"Ailes understands," Scherer said in an email on the much-maligned JournoList, "that his job is to build a tribal identity, not a news organization. You can't hurt Fox by saying it gets it wrong . . ." Though Scherer clearly has a bone to pick with the channel, he and Time have vehemently denied claims that he would silence Fox News.
Ironically, according to Politics Daily's Matt Lewis, Scherer "may actually be in a position to hurt Fox" by denying the cable network the front-row seat in the White House briefing room left vacant by Helen Thomas. Scherer sits on the Board of Directors of the White House Correspondents' Association, which controls access to White House press conferences.

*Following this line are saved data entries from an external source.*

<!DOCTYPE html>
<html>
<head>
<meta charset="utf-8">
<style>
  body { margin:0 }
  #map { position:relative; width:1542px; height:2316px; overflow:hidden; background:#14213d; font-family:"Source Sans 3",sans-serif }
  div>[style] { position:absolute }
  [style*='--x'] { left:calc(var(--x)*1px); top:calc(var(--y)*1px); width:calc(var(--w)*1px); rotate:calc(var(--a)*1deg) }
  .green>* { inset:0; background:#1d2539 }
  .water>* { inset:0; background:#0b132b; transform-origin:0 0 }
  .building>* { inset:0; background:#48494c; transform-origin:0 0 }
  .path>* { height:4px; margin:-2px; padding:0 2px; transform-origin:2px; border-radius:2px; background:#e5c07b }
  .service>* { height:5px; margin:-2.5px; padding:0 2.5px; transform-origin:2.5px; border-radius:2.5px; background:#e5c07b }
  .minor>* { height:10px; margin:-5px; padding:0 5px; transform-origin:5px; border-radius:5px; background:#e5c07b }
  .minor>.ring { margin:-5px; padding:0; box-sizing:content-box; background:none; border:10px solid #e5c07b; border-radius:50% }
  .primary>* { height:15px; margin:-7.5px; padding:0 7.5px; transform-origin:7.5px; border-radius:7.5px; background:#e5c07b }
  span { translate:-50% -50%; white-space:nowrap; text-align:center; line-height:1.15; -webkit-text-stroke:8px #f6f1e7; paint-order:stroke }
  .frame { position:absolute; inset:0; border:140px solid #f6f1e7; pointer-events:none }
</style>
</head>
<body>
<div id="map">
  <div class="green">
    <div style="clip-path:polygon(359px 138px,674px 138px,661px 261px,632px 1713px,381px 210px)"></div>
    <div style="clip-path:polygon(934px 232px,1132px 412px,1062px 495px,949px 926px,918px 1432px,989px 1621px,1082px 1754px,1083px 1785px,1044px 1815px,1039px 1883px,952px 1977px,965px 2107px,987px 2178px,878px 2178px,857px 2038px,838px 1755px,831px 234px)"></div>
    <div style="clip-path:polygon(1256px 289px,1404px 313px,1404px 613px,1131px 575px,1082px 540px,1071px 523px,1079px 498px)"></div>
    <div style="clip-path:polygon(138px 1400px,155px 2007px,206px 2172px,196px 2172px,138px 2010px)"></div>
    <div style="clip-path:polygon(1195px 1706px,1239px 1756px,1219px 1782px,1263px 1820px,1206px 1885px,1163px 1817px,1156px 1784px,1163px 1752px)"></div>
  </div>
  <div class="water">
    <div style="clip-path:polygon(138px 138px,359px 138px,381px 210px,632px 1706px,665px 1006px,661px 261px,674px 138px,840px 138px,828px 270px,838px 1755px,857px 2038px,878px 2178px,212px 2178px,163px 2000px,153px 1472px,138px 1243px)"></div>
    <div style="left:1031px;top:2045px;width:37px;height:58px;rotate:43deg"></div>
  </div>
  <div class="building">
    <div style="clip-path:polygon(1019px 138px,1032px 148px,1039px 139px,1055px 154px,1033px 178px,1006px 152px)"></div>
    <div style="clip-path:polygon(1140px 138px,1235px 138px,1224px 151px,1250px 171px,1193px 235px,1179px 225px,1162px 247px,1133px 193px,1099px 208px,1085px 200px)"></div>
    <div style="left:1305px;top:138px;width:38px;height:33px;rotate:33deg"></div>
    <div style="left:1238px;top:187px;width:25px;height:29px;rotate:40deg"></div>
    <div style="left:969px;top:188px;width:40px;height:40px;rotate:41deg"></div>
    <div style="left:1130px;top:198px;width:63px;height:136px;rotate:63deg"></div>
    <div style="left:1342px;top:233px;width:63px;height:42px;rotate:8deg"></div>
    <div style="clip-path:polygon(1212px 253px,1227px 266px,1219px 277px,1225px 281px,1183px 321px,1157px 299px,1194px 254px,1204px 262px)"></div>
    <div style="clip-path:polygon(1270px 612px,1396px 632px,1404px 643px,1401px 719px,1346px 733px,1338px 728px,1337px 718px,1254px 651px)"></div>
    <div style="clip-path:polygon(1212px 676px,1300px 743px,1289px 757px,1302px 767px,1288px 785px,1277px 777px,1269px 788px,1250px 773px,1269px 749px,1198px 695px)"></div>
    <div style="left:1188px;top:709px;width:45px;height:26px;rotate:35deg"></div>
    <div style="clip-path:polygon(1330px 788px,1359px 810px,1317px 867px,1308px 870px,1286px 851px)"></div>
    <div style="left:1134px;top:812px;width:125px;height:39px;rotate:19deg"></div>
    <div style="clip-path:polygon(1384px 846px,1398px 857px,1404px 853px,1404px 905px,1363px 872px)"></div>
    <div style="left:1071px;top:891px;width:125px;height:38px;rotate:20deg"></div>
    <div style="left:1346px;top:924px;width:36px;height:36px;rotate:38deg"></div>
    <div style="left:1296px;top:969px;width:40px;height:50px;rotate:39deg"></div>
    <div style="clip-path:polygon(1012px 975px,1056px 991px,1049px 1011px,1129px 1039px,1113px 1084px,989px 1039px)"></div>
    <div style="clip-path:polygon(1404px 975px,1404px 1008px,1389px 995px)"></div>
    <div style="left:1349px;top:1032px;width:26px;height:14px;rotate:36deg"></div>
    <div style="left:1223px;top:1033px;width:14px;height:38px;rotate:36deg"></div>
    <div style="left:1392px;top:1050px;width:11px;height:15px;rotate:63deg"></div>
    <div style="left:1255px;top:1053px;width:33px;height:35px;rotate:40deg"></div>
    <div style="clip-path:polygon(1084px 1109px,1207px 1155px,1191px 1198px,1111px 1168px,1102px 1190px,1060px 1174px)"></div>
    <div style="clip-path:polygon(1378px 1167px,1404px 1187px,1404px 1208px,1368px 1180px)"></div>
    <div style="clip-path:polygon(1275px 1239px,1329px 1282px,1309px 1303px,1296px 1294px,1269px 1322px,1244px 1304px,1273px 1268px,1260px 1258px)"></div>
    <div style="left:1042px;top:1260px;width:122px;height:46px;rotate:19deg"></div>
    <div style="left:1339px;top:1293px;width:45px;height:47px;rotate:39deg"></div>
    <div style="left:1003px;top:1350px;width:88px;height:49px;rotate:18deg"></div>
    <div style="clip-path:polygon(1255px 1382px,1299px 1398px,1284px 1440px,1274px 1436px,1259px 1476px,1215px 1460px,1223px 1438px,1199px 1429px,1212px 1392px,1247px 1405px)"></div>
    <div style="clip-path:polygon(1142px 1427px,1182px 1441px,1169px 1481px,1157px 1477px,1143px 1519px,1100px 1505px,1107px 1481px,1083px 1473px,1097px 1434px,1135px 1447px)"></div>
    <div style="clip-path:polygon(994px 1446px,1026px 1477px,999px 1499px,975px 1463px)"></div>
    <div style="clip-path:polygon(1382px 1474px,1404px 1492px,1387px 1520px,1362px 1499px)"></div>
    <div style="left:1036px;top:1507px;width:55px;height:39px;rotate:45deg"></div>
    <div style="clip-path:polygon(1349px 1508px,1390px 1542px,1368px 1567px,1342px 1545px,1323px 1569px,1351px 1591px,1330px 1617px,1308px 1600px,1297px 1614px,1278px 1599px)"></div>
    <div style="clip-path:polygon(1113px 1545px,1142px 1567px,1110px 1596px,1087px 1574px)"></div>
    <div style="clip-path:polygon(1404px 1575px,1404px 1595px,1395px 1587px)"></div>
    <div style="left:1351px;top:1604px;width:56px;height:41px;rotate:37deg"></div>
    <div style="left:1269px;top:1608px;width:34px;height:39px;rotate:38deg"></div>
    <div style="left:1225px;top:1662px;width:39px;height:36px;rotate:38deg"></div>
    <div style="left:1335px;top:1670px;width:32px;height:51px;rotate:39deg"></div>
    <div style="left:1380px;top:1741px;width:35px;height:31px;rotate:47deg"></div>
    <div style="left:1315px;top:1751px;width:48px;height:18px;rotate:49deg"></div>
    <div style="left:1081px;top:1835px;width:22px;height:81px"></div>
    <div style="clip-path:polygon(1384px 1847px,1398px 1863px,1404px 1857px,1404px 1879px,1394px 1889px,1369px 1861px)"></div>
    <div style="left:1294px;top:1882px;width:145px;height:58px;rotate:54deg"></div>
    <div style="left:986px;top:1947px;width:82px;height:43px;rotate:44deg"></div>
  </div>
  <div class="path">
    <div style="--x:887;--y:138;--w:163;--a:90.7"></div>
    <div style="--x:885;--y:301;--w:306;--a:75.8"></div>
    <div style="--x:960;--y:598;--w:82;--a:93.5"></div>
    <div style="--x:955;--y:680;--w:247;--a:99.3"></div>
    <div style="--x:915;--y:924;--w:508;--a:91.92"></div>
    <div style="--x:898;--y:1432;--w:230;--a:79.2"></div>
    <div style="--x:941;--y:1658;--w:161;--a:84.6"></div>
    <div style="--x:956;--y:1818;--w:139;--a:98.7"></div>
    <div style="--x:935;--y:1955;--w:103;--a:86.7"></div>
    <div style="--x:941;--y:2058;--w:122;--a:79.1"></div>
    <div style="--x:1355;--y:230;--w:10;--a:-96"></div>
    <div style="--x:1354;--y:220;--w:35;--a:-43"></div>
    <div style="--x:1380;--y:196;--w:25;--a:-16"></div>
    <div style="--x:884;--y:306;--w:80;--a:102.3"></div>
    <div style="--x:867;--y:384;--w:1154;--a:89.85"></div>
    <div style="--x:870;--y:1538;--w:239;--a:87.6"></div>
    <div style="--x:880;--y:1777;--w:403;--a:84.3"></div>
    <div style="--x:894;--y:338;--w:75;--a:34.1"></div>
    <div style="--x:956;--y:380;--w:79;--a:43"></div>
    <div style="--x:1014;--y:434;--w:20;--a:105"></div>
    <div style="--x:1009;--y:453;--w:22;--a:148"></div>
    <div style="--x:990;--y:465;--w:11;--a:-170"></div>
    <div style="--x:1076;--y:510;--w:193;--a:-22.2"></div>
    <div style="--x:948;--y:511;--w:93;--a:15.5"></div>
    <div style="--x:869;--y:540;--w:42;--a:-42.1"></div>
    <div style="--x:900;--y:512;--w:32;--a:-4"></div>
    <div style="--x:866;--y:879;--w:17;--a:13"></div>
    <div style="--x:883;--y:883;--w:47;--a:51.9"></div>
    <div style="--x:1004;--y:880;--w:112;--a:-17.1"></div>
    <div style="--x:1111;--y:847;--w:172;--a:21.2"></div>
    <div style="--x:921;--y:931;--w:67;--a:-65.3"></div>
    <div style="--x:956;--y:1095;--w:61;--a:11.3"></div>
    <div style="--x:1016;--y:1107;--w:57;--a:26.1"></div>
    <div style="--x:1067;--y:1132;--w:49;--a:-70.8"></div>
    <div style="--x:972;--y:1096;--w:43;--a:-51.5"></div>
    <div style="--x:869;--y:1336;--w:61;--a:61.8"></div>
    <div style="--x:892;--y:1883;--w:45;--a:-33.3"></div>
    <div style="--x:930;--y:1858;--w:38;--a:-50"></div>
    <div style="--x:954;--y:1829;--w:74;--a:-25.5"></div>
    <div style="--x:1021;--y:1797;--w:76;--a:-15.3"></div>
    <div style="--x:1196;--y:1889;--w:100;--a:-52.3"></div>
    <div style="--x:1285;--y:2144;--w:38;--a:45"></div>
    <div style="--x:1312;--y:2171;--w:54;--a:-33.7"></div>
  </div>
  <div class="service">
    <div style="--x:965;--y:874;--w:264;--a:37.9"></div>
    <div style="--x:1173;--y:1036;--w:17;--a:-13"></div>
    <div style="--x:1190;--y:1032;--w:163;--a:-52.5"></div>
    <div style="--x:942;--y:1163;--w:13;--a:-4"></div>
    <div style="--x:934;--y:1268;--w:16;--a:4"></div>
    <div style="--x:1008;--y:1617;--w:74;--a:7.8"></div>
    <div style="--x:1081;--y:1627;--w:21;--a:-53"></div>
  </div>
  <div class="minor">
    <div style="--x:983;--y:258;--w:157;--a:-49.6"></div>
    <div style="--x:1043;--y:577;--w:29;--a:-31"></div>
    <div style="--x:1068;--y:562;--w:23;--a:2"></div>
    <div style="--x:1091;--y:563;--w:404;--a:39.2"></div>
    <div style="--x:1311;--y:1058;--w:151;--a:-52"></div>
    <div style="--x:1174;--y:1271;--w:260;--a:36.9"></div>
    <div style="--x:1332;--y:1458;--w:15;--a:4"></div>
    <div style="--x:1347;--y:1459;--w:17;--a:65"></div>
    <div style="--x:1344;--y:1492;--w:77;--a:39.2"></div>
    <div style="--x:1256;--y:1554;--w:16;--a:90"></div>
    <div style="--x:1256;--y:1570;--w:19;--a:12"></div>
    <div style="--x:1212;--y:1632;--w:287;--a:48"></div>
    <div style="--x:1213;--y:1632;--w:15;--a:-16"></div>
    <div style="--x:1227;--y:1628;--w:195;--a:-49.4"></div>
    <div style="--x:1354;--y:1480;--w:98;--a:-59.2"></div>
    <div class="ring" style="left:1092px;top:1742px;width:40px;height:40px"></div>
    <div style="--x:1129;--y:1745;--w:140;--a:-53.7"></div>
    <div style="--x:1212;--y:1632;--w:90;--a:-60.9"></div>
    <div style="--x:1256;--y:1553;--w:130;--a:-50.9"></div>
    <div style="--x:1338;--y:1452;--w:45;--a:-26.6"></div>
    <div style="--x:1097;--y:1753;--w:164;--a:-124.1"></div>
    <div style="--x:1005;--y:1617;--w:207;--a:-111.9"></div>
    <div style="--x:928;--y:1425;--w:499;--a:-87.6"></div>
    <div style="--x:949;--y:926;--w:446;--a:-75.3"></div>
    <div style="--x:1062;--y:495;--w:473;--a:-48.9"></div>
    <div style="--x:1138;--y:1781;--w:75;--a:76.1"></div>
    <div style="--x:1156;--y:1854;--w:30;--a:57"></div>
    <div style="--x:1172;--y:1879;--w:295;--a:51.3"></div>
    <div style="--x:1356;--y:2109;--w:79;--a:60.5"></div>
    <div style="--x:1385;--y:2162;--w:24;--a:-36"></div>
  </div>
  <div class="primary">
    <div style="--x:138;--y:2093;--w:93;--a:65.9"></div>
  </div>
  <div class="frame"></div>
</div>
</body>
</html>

Fox is currently the most senior TV network without a front row seat and is contending with Bloomberg for Thomas' old seat. Fox last went after a front-row seat in 2007, but stepped aside for CNN.
Lewis wrote on Wednesday:
Why does this matter? As you may recall, there is a battle taking place to determine which media outlet will get the Thomas seat for White House briefings. Many believe that Fox News should get the seat.

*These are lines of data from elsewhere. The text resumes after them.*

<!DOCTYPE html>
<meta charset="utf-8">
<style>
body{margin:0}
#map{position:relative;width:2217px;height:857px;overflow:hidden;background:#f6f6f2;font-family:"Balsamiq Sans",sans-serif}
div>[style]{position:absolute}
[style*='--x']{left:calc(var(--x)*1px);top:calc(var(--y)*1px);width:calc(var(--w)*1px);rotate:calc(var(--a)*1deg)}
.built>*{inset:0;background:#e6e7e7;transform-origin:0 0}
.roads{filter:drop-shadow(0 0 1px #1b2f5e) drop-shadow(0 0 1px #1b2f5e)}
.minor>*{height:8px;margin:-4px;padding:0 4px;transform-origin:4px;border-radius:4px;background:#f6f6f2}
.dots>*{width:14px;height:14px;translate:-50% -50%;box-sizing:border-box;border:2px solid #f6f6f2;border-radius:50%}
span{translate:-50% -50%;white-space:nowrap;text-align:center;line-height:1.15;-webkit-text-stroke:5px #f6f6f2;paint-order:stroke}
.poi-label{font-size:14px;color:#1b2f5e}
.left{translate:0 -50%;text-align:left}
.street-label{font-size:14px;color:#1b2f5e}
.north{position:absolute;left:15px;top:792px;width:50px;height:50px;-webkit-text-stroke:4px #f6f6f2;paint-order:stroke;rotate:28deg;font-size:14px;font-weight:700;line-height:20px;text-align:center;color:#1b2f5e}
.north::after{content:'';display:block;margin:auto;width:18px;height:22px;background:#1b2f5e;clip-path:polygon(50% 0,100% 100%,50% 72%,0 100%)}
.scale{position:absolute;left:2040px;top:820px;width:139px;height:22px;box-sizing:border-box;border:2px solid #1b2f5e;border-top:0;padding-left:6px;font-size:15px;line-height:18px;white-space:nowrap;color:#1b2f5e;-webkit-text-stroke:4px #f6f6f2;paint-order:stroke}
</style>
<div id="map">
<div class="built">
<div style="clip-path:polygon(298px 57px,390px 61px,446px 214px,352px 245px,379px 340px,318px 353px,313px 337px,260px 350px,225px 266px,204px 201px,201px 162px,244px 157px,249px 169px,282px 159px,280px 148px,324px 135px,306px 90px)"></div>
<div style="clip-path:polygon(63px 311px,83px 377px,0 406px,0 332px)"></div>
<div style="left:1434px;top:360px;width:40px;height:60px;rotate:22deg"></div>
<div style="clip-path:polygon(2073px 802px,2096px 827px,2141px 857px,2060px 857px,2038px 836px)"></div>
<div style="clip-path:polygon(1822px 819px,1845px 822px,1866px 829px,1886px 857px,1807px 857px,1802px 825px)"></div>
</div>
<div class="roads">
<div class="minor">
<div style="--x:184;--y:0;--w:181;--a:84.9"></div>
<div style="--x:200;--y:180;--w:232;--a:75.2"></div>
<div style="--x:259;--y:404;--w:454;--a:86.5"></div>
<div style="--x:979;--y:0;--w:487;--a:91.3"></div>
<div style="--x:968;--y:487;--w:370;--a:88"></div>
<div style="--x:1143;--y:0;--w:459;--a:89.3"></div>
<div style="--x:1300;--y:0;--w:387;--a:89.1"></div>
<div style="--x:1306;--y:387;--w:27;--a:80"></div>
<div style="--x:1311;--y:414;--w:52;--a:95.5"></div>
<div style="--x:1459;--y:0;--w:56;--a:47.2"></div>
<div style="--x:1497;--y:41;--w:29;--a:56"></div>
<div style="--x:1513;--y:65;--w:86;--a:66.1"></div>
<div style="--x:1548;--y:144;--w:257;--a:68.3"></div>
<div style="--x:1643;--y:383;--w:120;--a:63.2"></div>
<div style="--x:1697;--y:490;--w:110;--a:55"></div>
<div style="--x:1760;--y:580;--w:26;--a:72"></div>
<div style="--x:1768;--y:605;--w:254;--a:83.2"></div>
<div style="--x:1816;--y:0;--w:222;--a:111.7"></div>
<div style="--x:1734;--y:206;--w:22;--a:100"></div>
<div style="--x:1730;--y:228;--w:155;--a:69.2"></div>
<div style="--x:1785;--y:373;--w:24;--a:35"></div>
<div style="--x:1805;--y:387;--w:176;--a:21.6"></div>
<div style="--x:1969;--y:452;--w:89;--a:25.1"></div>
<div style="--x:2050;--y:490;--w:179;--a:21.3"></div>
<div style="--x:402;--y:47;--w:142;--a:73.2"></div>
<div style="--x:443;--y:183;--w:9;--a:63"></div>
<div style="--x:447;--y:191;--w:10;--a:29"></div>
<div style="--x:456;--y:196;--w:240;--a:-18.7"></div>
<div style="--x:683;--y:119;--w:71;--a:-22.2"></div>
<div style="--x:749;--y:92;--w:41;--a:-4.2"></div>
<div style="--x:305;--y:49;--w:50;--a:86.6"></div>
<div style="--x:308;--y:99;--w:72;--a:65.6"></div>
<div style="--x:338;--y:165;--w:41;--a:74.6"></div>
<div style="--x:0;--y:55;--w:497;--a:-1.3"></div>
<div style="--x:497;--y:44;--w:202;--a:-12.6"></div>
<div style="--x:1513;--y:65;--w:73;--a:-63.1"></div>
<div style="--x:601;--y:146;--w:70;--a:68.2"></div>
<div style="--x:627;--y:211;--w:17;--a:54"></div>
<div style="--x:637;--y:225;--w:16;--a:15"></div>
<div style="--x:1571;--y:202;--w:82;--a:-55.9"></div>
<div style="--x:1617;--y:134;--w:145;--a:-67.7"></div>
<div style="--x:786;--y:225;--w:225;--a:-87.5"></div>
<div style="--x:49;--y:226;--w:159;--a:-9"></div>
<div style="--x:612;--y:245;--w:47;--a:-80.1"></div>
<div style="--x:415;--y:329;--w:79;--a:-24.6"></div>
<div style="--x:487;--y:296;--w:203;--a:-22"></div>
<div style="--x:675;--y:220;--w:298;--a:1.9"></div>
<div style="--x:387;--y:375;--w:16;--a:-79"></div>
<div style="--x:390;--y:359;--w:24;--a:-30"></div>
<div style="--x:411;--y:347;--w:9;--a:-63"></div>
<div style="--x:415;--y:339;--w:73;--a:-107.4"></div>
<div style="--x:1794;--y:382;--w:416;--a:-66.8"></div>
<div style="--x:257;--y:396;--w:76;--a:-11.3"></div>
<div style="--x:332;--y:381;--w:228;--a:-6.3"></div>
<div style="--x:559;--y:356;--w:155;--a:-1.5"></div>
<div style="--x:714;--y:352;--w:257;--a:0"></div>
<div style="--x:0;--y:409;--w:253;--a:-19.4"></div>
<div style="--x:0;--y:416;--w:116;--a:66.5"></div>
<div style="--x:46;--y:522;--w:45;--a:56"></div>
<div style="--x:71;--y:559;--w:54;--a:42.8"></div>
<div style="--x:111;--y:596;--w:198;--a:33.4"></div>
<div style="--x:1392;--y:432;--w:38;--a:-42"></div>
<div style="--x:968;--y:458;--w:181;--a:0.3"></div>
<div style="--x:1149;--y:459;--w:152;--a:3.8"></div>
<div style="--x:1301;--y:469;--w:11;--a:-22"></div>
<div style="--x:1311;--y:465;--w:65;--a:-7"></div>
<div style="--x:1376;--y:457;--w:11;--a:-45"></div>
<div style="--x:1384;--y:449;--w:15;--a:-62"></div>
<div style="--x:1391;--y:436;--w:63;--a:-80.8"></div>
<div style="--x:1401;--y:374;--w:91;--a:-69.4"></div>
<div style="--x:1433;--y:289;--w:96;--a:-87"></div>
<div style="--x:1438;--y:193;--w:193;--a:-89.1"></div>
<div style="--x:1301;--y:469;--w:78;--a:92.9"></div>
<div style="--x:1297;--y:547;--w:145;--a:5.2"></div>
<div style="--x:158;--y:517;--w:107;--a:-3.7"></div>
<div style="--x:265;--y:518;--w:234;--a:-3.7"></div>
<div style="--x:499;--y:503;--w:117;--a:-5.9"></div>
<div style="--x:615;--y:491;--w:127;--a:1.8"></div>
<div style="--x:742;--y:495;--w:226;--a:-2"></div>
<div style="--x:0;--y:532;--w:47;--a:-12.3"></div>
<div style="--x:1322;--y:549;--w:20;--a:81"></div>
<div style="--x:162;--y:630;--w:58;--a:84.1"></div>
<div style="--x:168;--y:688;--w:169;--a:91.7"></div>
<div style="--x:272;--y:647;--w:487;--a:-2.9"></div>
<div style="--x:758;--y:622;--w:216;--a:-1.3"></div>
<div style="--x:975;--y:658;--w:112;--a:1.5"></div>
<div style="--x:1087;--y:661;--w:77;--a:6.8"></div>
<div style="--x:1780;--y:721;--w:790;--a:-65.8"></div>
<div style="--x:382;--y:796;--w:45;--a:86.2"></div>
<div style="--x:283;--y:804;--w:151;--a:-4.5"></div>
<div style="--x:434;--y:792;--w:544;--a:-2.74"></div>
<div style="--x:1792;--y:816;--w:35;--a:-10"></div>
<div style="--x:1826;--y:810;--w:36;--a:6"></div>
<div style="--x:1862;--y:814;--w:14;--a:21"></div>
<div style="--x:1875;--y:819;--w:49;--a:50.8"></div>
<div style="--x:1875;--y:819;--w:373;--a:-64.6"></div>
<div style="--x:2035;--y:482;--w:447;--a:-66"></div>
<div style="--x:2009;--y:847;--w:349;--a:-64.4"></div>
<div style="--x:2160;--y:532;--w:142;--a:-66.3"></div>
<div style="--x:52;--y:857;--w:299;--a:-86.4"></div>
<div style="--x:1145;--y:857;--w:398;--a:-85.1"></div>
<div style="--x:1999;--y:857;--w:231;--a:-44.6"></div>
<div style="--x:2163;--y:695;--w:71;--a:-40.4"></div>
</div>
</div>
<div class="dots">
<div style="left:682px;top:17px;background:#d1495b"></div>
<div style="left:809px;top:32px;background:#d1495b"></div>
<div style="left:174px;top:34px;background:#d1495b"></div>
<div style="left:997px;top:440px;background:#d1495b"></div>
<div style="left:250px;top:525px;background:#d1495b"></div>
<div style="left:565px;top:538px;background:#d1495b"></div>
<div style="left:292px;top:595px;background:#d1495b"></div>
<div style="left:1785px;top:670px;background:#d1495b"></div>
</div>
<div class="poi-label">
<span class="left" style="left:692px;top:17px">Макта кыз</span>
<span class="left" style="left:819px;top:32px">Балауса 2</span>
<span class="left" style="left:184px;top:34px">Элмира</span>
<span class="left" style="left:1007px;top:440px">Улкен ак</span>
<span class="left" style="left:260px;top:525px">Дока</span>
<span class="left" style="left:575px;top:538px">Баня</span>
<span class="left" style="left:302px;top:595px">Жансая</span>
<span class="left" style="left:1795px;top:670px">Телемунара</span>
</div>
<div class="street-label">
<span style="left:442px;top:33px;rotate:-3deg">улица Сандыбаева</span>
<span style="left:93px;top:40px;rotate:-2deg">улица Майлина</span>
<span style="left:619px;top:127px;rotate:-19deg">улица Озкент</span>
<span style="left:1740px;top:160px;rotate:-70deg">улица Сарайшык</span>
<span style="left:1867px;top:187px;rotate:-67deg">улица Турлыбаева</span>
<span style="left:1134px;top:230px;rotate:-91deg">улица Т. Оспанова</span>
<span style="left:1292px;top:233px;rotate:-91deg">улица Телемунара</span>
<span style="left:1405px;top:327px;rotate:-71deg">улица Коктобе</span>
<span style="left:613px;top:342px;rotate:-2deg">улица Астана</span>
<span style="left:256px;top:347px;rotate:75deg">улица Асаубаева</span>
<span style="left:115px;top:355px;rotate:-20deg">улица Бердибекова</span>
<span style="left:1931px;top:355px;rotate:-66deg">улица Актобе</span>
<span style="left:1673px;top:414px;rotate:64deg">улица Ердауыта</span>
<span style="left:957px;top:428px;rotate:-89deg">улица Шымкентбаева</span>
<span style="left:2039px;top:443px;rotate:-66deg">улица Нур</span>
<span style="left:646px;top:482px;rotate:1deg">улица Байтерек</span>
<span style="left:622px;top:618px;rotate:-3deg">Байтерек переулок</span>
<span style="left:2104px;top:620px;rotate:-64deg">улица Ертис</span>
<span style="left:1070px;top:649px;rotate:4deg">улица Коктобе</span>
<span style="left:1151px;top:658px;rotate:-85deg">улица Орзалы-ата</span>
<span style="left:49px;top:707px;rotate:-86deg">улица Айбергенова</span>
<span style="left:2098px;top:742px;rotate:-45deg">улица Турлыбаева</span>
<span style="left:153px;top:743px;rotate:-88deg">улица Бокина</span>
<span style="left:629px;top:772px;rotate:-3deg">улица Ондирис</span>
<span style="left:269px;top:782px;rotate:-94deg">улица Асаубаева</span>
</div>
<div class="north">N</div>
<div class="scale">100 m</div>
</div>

One wonders if Scherer, who holds the 'magazine' seat on the board, will recuse himself from the vote, based on the notion that his past comments imply he cannot fairly help decide this matter.
A seat on the board is powerful. According the the White House Correspondents' Association's website, "A nine-member board of directors, elected by correspondents, addresses access to the chief executive; coverage arrangements; work space arrangements; logistics and costs for press travel to accompany a president on the road."
The WHCA will reportedly make decision by 2 August.